In diesem mustergültig edierten und durch mehrere Register bestens erschlossenen Buch geht es um den »ganzen« Platon, also sein Leben und seine aristokratische Herkunft. Der Autor beschreibt Platons Denken und Schreiben sowie die Überlieferung seines mündlichen Wirkens in der von ihm gegründeten Akademie. Szlezák weitet den Blick über die für manche Platon-Interpreten ausschließlich als authentisch gewerteten Dialoge hinaus, die seit 200 Jahren »klassische Bestseller« sind - wohl auch, weil der »Gesprächsführer« kein Geringerer als der von einem Athener Gericht zum Tode verurteilte Sokrates war, Platons wichtigster Lehrer.

Das alles erzählt der Autor mit philologischer Genauigkeit, die nicht nur den Wortlaut, sondern auch den jeweiligen Textzusammenhang würdigt, sowie mit einer an Platon angelehnten »dialektischen« philosophischen Gedankenfolge. Damit überzeugt er seine Leser und vielleicht auch die Vertreter von Gegenpositionen.
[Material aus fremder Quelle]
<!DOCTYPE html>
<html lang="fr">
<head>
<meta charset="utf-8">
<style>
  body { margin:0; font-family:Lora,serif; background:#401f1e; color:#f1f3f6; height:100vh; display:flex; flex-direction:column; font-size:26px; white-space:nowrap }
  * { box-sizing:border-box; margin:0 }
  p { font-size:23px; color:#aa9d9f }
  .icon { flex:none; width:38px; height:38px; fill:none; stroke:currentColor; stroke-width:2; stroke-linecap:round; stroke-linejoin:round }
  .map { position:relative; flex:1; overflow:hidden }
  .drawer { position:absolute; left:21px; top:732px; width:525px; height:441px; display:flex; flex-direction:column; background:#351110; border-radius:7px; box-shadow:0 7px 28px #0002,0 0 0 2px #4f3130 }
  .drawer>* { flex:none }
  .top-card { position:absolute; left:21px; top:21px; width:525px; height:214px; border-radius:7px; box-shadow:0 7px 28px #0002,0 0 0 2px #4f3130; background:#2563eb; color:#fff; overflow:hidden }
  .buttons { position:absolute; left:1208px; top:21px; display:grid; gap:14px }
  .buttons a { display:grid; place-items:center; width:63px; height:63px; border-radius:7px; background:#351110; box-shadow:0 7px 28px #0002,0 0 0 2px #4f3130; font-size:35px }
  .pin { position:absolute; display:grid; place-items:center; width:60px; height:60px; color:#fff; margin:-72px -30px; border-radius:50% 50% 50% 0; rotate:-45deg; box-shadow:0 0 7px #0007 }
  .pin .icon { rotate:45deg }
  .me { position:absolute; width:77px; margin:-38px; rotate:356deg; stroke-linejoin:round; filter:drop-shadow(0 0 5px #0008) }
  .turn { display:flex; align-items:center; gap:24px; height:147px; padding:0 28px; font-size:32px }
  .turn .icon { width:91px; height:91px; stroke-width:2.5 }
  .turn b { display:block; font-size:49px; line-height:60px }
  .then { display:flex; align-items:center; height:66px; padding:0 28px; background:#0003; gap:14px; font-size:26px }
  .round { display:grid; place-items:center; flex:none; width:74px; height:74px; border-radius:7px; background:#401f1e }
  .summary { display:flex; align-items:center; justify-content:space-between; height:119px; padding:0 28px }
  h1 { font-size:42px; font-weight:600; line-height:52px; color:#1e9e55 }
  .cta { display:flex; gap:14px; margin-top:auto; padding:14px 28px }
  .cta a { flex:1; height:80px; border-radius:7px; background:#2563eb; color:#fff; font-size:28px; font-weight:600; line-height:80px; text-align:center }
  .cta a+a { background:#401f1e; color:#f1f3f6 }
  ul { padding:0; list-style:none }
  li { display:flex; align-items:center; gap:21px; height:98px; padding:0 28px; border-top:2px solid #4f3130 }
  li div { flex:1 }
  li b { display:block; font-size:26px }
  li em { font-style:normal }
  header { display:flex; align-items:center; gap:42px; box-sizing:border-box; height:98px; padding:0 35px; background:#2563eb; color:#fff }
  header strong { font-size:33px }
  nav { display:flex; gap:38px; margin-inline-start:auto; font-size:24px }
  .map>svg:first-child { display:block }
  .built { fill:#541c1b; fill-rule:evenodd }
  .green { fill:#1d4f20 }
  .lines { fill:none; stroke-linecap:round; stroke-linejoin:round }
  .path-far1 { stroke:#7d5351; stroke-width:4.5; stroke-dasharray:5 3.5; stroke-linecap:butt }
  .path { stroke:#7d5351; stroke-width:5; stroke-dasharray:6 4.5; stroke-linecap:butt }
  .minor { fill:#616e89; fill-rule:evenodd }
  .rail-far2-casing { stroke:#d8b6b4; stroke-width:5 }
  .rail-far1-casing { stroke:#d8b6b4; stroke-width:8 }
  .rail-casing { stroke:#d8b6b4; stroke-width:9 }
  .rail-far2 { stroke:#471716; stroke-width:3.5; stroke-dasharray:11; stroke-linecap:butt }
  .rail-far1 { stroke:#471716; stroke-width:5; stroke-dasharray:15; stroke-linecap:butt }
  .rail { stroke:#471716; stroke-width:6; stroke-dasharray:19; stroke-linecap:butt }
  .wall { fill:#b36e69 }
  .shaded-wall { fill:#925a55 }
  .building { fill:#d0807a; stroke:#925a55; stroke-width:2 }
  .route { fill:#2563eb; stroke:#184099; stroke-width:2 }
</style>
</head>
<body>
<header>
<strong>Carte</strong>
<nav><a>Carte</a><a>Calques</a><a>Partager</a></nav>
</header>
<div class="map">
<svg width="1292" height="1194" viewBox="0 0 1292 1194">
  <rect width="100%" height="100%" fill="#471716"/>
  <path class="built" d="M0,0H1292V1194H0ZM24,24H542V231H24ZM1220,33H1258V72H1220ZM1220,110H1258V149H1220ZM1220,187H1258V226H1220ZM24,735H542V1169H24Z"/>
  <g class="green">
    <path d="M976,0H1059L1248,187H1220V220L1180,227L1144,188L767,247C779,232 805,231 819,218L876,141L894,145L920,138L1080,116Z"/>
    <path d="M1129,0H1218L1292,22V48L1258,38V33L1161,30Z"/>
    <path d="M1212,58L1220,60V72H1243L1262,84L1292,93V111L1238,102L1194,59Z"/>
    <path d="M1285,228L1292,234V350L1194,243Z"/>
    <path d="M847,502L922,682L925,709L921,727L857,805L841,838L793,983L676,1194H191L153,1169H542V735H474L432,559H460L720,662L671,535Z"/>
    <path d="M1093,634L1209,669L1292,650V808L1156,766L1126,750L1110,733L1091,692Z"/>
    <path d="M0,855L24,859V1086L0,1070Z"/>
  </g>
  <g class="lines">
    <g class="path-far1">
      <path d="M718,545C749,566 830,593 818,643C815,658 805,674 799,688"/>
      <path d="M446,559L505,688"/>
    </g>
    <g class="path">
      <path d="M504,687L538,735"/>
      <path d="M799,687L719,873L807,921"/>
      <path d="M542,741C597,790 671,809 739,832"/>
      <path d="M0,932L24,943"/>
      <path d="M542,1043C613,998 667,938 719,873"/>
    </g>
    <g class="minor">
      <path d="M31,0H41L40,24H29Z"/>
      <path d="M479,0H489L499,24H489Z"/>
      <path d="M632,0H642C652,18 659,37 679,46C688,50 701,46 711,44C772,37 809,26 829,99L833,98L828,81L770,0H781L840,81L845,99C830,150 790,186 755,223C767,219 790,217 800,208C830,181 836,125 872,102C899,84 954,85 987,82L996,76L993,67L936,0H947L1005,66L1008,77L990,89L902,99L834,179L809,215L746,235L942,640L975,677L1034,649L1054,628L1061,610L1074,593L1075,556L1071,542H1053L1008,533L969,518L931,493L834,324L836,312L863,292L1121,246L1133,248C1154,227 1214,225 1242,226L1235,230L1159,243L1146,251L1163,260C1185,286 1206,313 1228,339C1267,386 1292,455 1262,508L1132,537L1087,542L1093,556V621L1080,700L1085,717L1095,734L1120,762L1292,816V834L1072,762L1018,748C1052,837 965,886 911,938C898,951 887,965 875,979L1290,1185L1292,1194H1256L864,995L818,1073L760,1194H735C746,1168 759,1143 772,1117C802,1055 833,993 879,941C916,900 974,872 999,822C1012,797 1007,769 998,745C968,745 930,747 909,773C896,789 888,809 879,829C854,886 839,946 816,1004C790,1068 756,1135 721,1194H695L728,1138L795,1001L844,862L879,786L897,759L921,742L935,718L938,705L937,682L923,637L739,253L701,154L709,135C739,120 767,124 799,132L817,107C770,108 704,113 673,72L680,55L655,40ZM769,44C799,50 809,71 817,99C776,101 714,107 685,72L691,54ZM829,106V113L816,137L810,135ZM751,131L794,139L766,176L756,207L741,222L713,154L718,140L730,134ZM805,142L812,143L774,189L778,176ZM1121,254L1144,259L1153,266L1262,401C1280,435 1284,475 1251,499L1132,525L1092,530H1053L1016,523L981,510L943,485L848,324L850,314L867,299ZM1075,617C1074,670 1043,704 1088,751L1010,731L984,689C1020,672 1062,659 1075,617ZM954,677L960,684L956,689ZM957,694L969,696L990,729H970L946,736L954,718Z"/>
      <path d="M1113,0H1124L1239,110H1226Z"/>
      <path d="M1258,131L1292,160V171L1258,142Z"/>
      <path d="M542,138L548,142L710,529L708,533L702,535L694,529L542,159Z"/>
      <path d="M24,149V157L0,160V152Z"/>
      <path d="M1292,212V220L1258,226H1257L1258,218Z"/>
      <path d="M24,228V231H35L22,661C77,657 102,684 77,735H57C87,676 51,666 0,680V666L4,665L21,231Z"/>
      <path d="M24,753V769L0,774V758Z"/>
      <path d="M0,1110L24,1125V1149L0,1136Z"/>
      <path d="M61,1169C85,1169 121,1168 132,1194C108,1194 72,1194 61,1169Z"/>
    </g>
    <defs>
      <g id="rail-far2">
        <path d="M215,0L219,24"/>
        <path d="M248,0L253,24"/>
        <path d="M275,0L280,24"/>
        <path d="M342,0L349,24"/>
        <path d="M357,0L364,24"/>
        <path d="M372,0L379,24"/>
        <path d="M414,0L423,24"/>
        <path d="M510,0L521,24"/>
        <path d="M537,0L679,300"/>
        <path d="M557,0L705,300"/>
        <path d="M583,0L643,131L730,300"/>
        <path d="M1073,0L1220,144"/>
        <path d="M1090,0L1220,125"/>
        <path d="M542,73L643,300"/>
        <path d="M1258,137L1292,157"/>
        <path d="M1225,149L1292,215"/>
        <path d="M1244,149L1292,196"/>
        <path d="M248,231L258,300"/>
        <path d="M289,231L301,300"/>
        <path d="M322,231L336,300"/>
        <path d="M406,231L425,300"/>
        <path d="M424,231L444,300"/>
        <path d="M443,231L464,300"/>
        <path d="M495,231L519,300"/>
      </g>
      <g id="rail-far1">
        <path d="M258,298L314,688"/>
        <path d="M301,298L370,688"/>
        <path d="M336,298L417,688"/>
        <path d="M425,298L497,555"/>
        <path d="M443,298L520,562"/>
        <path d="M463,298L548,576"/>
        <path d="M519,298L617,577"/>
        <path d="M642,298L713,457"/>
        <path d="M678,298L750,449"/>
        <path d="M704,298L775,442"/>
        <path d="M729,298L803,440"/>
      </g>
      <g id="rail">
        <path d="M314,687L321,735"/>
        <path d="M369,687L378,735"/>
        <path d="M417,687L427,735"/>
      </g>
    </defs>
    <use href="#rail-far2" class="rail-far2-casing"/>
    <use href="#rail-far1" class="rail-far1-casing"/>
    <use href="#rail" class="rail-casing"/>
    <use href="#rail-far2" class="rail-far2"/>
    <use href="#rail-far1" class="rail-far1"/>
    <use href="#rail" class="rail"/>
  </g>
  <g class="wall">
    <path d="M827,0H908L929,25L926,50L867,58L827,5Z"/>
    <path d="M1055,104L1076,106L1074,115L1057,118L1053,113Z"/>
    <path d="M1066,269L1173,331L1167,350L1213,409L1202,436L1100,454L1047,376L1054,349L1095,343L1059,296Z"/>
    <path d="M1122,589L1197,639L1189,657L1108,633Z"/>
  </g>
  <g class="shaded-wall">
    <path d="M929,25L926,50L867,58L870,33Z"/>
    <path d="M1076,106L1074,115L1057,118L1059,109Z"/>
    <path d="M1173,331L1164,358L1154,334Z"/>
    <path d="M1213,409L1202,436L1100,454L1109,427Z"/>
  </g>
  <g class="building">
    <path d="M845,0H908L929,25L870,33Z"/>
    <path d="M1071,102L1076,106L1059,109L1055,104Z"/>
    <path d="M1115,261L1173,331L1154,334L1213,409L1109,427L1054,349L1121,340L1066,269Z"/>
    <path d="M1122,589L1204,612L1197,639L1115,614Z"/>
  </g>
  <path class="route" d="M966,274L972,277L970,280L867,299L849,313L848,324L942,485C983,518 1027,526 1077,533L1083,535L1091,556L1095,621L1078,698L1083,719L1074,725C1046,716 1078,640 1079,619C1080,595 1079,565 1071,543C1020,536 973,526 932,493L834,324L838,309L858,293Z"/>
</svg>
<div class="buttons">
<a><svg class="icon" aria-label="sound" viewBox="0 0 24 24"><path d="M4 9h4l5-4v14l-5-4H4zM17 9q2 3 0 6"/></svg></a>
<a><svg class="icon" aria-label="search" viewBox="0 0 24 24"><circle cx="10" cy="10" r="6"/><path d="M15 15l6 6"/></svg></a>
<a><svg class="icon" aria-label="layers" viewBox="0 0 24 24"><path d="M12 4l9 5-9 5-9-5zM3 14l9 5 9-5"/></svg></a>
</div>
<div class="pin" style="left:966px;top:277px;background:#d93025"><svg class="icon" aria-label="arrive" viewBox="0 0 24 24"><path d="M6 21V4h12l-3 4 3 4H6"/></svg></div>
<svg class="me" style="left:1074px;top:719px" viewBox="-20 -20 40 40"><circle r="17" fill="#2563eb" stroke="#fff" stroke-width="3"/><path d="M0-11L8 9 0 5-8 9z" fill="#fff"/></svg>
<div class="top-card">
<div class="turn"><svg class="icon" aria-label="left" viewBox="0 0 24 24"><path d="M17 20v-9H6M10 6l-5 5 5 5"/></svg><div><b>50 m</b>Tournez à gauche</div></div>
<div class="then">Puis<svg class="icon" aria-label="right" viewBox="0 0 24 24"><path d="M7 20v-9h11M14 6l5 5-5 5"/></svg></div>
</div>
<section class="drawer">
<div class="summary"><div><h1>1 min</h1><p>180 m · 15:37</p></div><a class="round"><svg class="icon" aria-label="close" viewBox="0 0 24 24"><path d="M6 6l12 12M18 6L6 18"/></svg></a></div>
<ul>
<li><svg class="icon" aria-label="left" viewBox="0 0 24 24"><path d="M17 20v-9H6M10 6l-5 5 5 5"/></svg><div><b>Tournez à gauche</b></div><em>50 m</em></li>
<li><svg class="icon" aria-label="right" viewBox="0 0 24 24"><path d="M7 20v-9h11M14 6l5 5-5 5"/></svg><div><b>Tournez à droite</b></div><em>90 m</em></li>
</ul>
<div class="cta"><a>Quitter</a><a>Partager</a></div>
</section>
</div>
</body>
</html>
Bleibt irgendwo ein Unklarheit, kann Szlezák mit Platon charmant auf die Grenzen des menschlichen Erkenntnisvermögens verweisen. Das Buch, in dem diskret auch des Philosophen homoerotische Neigung angedeutet wird, wendet sich nicht nur an Spezialisten. Es fordert dennoch mit seiner streng wissenschaftlichen Methode vom Leser - wie Platon einst von seinen Akademieschülern - eine fortwährende geistige Mitarbeit.

Überraschend für die an der »romantischen« Platon-Rezeption geschulten Leser wird hier anhand des in seiner Echtheit umstrittenen »Siebten Briefes« nachgewiesen, dass Platon nicht seine »letzte Erkenntnis« publiziert hat, um sie nicht einer ungebildeten Diskussion auszusetzen. In jenem Schreiben werden Platons umstrittene Aktivitäten in Syrakus gerechtfertigt, die darauf abgezielt hätten, den tyrannisch regierten syrakusischen Stadtstaat nach philosophischen Grundsätzen zu reformieren. In den Dialogen habe Platon absichtsvoll vor der Erkenntnisschwelle seinen Gedankengang oft abgebrochen, informiert Szlezák. Über dessen »ungeschriebene« Gedanken wissen wir von einigen seiner Schüler, deren berühmtester und auch kritischster Aristoteles war, der spätere Lehrer des makedonischen Königs und Welteneroberers Alexander der Große.

Aus den diversen Quellen erschließt Szlezák die »Grundzüge der Prinzipientheorie« Platons, wobei er nicht mit Kritik an Ungereimtheiten spart. An Platon kritisiert der Autor, dass dieser »das Gute« als Ursache von allem Richtigen und Schönen der Welt, das von Gott stamme, überhöht habe; für »das Schlechte« in der Welt müsse man andere Ursachen als Gott suchen. Welche, fragt sich rein rhetorisch der wissende moderne Mensch.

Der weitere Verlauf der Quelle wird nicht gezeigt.